A team at the University of Maryland (UMD) headed by Professor of Physics and Electrical and Computer Engineering Howard Milchberg, in collaboration with the team of Jorge J. Rocca at Colorado State University (CSU), achieved this feat using two laser pulses sent through a jet of hydrogen gas. The first pulse tore apart the hydrogen, punching a hole through it and creating a channel of plasma. That channel guided a second, higher power pulse that scooped up electrons out of the plasma and dragged them along in its wake, accelerating them to nearly the speed of light in the process.
A multi-GeV electron bunch refers to a group of electrons that have been accelerated to energies in the range of billions of electron volts (GeV) using an all-optical laser wakefield accelerator. This is a highly efficient and compact method of accelerating electrons compared to traditional methods like radiofrequency accelerators.
An all-optical laser wakefield accelerator uses a laser beam to create a plasma wave in a gas, which then accelerates electrons to high energies. This is different from traditional accelerators that use radiofrequency waves to accelerate particles. All-optical accelerators are much smaller and can achieve higher energies in a shorter distance.
Multi-GeV electron bunches have a wide range of potential applications in various fields such as particle physics, medical imaging, and material science.

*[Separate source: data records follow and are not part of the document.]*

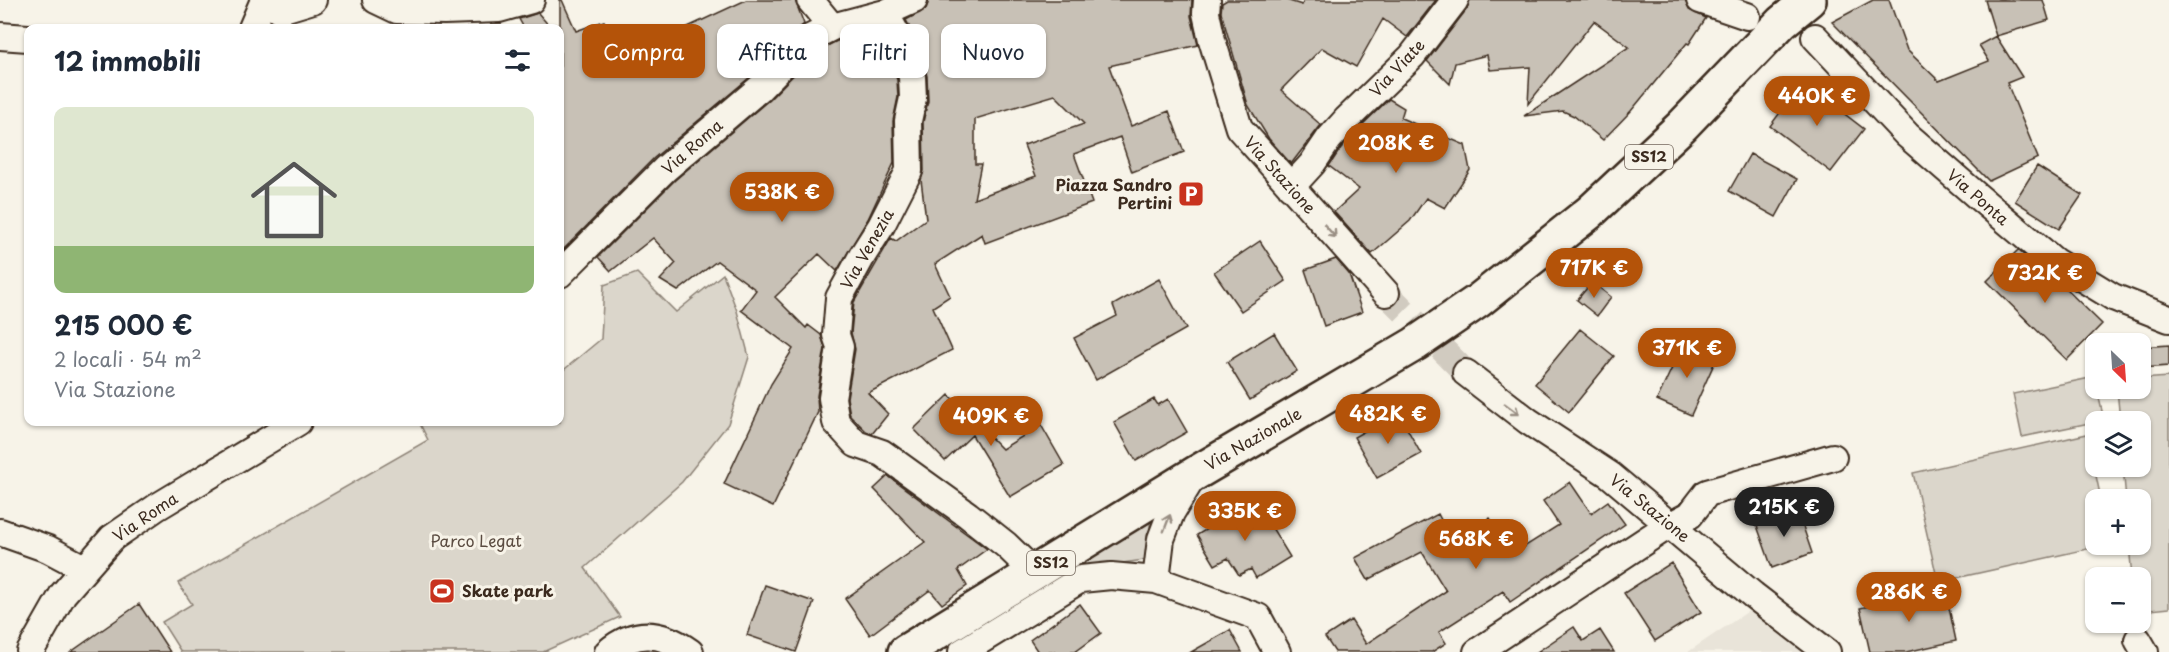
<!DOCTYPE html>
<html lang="it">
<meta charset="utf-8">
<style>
:root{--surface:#fff;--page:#f6f6f7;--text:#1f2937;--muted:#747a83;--accent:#b45309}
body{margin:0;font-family:"Playpen Sans",sans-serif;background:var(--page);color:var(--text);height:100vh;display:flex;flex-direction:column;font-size:22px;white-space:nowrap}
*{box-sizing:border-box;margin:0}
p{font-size:20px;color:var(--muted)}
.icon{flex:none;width:33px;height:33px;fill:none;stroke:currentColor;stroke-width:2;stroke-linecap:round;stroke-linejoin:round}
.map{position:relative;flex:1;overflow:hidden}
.side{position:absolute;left:24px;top:24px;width:540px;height:402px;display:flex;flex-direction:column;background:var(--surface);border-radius:12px;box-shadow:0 2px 4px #0004}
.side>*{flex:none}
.guide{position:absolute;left:582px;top:24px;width:570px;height:54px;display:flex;gap:12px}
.needle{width:39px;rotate:155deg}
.tools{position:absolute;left:2085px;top:333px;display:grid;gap:12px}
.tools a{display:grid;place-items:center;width:66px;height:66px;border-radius:12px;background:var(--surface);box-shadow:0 2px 4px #0004;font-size:30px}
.price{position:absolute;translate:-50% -51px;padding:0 14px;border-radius:21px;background:var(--accent);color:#fff;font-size:20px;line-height:39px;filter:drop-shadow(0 2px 3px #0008)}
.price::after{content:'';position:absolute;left:50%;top:36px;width:18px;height:14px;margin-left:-9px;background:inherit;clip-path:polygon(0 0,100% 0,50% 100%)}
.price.selected{background:#222;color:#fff}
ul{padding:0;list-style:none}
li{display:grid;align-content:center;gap:12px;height:318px;padding:0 30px}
li span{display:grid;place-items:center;height:186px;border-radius:12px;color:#555}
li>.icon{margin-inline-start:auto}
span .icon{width:108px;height:108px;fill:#fffc;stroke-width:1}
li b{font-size:26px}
h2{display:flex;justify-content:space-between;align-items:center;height:72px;padding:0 30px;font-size:26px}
.chip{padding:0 21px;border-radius:12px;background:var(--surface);box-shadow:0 2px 4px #0004;font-size:21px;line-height:54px}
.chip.selected{background:var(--accent);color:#fff}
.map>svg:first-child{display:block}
</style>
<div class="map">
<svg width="2169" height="652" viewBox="0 0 2169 652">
<rect width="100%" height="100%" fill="#f7f3e8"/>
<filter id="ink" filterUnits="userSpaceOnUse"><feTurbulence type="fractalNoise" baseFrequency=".0167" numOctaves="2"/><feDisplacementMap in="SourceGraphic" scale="12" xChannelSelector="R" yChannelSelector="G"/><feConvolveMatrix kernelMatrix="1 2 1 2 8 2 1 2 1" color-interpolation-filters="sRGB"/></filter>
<g filter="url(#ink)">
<!-- built -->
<path fill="#e9e4d9" d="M1753,608L1808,652H1688Z"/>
<!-- green -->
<path fill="#dbd6cb" stroke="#8b8074" stroke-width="1.5" d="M637,273L676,312L723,274L737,311L749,357L728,424L682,482L585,568L620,617L543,652H181L162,622L192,604L178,583L428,440L419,422H560V373L601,339L604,285Z
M2095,377L2096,388L2097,389L2104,420L2022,437L2013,394Z
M2169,377V608L2141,611L2140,578L2132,577L2129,545L2140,544V500L2126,499L2123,467L2140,466V422L2120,421L2117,389L2140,388L2141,379Z
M2087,434L2101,499L2096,500V544L2105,545L1938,582L1913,473Z
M1150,519V550L1144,560L1066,571Z"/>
<!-- building -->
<path fill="#c8c1b6" stroke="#3b2a1e" stroke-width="1.5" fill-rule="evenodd" d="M560,0H562L576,31L604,21L625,56L746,0H795L804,24L750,77L654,158L560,253Z
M929,0H1192L1191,16L1198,45L1109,66L1131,126L1169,111L1184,152L1132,172L1120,137L1074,154L1092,203L985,243L982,234L935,264L950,296L933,307L952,350L868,393L888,414L872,434L866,431L850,415L847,398L855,349L851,333L854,302L891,238L896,241L926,219L921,180L924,171L923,122L928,101L927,76L916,39L906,20L926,9ZM1055,95L1084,124L1024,145L1036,176L974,199L981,164H975V119Z
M1227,0H1286L1302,5L1304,0H1436L1407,37L1383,19L1356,67L1322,48L1281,90L1321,125L1291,164L1269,139L1248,105L1221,12L1222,3Z
M1470,0H1685L1689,10L1706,18L1689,44L1687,43L1631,111L1603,140L1574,116L1563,111L1524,116L1629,47L1594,21L1528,104L1530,67L1490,70L1487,55L1455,63L1450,84L1427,61L1467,9Z
M1873,0H1889L1907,50L1939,81L1989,61L1979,45L1996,36L2022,77L2007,83L2038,158L1989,181L1832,22Z
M1985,0H2043L2049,20L1996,36Z
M538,13L551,28H524L519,19Z
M877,30L888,50L897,80L898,97L893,121L894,163L868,219L837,271L819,254L775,297L806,328L808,325L821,335L825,348L817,396L818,412L773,507L724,484L771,384L793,349L741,310L756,290L717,261L678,291L660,280L676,263L653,238L611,271L598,257L675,180L770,99L817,51L837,41Z
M1803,82L1864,129L1831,172L1770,126Z
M1389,99L1404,108L1401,118L1465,145L1470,170L1445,208L1426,198L1410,221L1372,254L1334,212L1359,189L1329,166L1341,148L1358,129Z
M1750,154L1797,179L1776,217L1729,191Z
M2037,166L2082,195L2059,229L2015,201Z
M1260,241L1286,281L1241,311L1214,272Z
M2018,250L2044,273L2059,282L2102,324L2067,360L1987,281Z
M1336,259L1349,274L1362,312L1324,326L1305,270Z
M1159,279L1186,329L1096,380L1074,338L1117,316L1113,305Z
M1592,282L1611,297L1597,316L1577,300Z
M1580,329L1614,356L1569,412L1535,384Z
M1274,333L1297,371L1250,400L1227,362Z
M1684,342L1717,357L1691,415L1657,400Z
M2169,345V366L2142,368L2140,347Z
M949,395L1002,449L1041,425L1064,465L1010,497L972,435L945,461L914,429Z
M1154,399L1158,405L1168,399L1187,432L1136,461L1114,422Z
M1398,412L1421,454L1377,478L1354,437Z
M888,476L987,549L958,570L967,586L942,604L930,590L870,635L845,599L925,542L874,489Z
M1570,482L1591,513L1608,501L1625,524L1510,602L1503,591L1439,632L1446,643L1432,652H1335L1325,637L1351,620L1366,644L1446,591L1422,552L1368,580L1355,558L1438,514L1452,541L1490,518L1513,554L1559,525L1543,501Z
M1255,500L1290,557L1256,578L1251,569L1239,575L1228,558L1215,565L1197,535Z
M1797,509L1812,553L1772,568L1756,523Z
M1671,563L1701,612L1655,641L1624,593Z
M765,585L814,602L796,652L747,635Z
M1945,589L1956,641L1906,652H1870L1860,608Z
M139,604L170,652H71Z
M1080,604L1101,633L1075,652H1038L1030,640Z
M1574,627L1583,641L1600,630L1614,652H1537Z
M1230,630L1242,652H1191Z"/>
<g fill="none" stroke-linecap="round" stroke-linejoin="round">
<!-- minor-tunnel -->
<path stroke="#d1cbc0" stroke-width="26" stroke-dasharray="26 13" stroke-linecap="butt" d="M1386,293L1466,373"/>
<defs>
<path id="minor" d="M265,0L280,10L313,0
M376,0L397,10L444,11L499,9L531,0
M810,0L832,27
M1207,0L1206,13L1212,40L1239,128L1386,293
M1700,0L1747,16
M885,13L902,44L912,77L913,98L908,121L909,171L881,226L862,256L839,298L836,335L840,347L832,398L836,422L856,444L882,453L968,515L1006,545L1035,573
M252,28L264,0
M0,36L28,38
M1815,37L1907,135L1976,195L2054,261L2113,297L2169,319
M1291,187L1312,164L1329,139L1347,119L1412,56L1455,0
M560,274L665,169L760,88L808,39L832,27L885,13L914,0
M1466,373L1528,421L1610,475L1753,595L1827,652
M0,532L48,549L84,568
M1156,580L1161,539L1171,513L1194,475
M2138,640L2145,652
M30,652L63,594L112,538L157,507L298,422
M608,652C636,628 662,632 690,652
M962,652L1081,579L1111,576L1156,580L1258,617L1277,652
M1477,652L1660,531L1690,515L1707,493L1833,457"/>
<path id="major" d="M905,652L1196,473L1415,344L1478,301L1590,212L1682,126L1782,22L1809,0"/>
</defs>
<!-- minor casing -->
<use href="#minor" stroke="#3b2a1e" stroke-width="30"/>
<!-- major casing -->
<use href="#major" stroke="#3b2a1e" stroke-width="38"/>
<!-- minor -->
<use href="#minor" stroke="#f7f3e8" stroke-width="26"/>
<!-- major -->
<use href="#major" stroke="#f7f3e8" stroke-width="33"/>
</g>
<!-- one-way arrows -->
<defs><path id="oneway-shaft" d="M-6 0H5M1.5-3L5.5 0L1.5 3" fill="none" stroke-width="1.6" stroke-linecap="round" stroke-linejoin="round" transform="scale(1.5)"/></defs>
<g stroke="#998e83">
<use href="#oneway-shaft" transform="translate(1330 231) rotate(48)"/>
<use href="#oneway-shaft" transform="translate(1512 409) rotate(37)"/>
<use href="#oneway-shaft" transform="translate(1167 523) rotate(-69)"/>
</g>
</g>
<!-- icons -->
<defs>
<symbol id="parking-square" viewBox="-11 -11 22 22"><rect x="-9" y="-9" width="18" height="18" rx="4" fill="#c8321e" stroke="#f7f3e8"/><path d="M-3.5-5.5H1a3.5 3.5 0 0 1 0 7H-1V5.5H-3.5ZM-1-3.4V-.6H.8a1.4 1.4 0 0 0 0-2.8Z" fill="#fff"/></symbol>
<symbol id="stadium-square" viewBox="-11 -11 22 22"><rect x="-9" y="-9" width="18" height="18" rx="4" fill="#c8321e" stroke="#f7f3e8"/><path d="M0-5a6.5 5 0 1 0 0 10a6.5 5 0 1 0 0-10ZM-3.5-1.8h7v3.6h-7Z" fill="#fff"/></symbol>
</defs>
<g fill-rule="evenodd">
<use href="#parking-square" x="1176" y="179" width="30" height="30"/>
<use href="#stadium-square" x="427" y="576" width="30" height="30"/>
</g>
<g text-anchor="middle" stroke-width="6" stroke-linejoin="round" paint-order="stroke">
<!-- shield labels -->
<g fill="#f7f3e8" stroke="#73665b" stroke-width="1.5">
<rect x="1625" y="145" width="48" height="24" rx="4.5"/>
<rect x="1027" y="551" width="48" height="24" rx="4.5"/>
</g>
<g font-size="15" font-weight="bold" fill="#3b2a1e">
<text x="1649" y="162">SS12</text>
<text x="1051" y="568">SS12</text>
</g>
<!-- street labels -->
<g font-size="16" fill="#3b2a1e" stroke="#f7f3e8">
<text transform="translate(1397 68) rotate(-47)" y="6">Via Viate</text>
<text transform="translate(692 147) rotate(-41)" y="6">Via Roma</text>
<text transform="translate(1280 175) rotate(48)" y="6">Via Stazione</text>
<text transform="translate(1978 197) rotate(41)" y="6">Via Ponta</text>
<text transform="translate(867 249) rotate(-60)" y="6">Via Venezia</text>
<text transform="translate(1253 439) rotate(-30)" y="6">Via Nazionale</text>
<text transform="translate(1650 508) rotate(39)" y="6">Via Stazione</text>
<text transform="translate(145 517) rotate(-34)" y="6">Via Roma</text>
</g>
<!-- poi labels -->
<g font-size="16" font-weight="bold" fill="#3b2a1e" stroke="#f7f3e8" text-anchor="end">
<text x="1172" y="191">Piazza Sandro<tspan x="1172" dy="18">Pertini</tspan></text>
<text x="462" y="597" text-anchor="start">Skate park</text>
</g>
<!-- park labels -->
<g font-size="16" fill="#5b4c41" stroke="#f7f3e8">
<text x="476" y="547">Parco Legat</text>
</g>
</g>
</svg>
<div class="tools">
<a><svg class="needle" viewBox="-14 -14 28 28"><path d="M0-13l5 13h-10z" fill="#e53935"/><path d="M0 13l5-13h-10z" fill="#747a83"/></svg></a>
<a><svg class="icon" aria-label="layers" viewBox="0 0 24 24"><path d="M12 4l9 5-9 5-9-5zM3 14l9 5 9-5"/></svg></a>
<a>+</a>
<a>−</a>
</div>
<b class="price" style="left:1817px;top:127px">440K €</b>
<b class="price" style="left:1396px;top:174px">208K €</b>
<b class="price" style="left:782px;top:223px">538K €</b>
<b class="price" style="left:1594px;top:299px">717K €</b>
<b class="price" style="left:2045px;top:304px">732K €</b>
<b class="price" style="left:1687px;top:379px">371K €</b>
<b class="price" style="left:1388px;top:445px">482K €</b>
<b class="price" style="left:991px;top:447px">409K €</b>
<b class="price selected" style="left:1784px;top:538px">215K €</b>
<b class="price" style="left:1245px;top:542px">335K €</b>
<b class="price" style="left:1476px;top:570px">568K €</b>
<b class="price" style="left:1909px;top:623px">286K €</b>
<div class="guide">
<a class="chip selected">Compra</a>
<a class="chip">Affitta</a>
<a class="chip">Filtri</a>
<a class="chip">Nuovo</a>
</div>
<section class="side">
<h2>12 immobili<svg class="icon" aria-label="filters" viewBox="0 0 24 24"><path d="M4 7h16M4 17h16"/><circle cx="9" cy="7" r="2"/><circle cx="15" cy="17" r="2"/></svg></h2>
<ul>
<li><span style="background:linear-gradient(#dfe7d0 75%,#8fb573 0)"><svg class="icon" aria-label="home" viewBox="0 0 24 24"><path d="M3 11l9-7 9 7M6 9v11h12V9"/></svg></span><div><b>215 000 €</b><p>2 locali · 54 m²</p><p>Via Stazione</p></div></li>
</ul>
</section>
</div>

They can be used to study the structure of matter at the atomic level, create intense X-ray and gamma-ray sources for medical imaging, and probe the behavior of materials under extreme conditions.
In an all-optical laser wakefield accelerator, a high-intensity laser beam is focused into a gas target, creating a plasma. This plasma then forms a wave that can trap and accelerate electrons to high energies. The electrons are then compressed into a tight bunch by the plasma wave and can reach energies in the multi-GeV range.
Compared to traditional accelerators, all-optical laser wakefield accelerators have several advantages. They are much smaller and more compact, making them easier to transport and set up. They also have the potential to achieve higher energies in a shorter distance and at a lower cost. Additionally, they can produce ultra-short electron bunches, which can be used to study ultrafast processes in various fields of science.